#1377 enable kdump addon by default
Closed None Opened 5 years ago by jianzhang.

= phenomenon =

= background analysis =

= implementation recommendation =
Kdump can be added to fedora by command "inst.kdump_addon" during installation.But it is inconvenient to add the command this way. Many people even don't know it. So can this command be added by default to let more people be able to use kdump?


With my FESCo hat on: You should probably discuss this with the kernel people given that they will be the most impacted, and then file a Change request.

With my kernel maintainer hat on: no. We're not staffed to make sure kdump works 100% of the time, and we know that it breaks often on non-server machines. One of our team members tried to use it this month to debug an upstream issue and it never worked. The closest it got to working was saying it booted, but then no vmcore was ever written. It seems to be very fragile. For kdump to be enabled by default, it would take several releases of it working continuously without breakage when we do a kernel rebase, etc.

The RHEL7 kdump is based on Fedora 19, most of the user space codes are same.
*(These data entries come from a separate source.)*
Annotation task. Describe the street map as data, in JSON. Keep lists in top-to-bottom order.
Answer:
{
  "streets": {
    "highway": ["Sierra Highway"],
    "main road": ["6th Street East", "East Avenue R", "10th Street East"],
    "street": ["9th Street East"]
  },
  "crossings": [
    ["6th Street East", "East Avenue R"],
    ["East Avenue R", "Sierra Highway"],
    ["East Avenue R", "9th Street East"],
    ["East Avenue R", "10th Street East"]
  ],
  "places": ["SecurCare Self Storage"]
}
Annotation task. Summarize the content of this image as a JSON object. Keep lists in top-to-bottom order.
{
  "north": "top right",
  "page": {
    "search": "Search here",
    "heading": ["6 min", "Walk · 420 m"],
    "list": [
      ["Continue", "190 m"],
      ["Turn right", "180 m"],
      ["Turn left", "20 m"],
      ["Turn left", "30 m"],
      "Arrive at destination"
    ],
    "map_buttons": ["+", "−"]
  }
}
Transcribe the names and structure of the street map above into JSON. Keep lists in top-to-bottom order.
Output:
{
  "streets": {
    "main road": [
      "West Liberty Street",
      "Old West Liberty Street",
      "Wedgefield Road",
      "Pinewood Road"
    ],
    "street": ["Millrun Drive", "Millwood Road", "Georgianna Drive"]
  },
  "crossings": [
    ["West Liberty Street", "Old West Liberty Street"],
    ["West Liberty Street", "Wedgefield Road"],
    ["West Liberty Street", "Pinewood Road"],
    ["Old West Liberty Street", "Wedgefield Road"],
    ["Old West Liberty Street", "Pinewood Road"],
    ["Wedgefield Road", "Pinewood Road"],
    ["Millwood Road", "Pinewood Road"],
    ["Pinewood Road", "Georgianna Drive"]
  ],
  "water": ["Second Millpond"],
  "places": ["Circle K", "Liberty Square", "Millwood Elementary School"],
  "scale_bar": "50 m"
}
Enable kdump addon by default does not means it will enable kdump by default it just give user a choice while installing Fedora they can enable kdump with the anaconda addon, the "enable check button" is unchecked by default"

The problem for Fedora kdump is we did not get enought test from community, we only test it in house, if enable kdump addon we can encourage more people to try it if they are interested.

BTW, current kdump anaconda addon is added in boot.iso, but it is not in live media yet. By default user can not see it, you need explicitly specify inst.kdump_addon in grub cmdline while installing.

Replying to [comment:2 yangrr]:

The RHEL7 kdump is based on Fedora 19, most of the user space codes are same.

That isn't really relevant to how Fedora operates. The issues are rarely with the userspace tools and more often with the kernel. It seems kdump is tested heavily for RHEL, where the kernel remains fairly static and the machine types are similar in nature. Fedora's kernel rebases regularly and it's used on machines that range from low end netbooks, ARM boards, laptops, and all the way to servers.

Enable kdump addon by default does not means it will enable kdump by default it just give user a choice while installing Fedora they can enable kdump with the anaconda addon, the "enable check button" is unchecked by default"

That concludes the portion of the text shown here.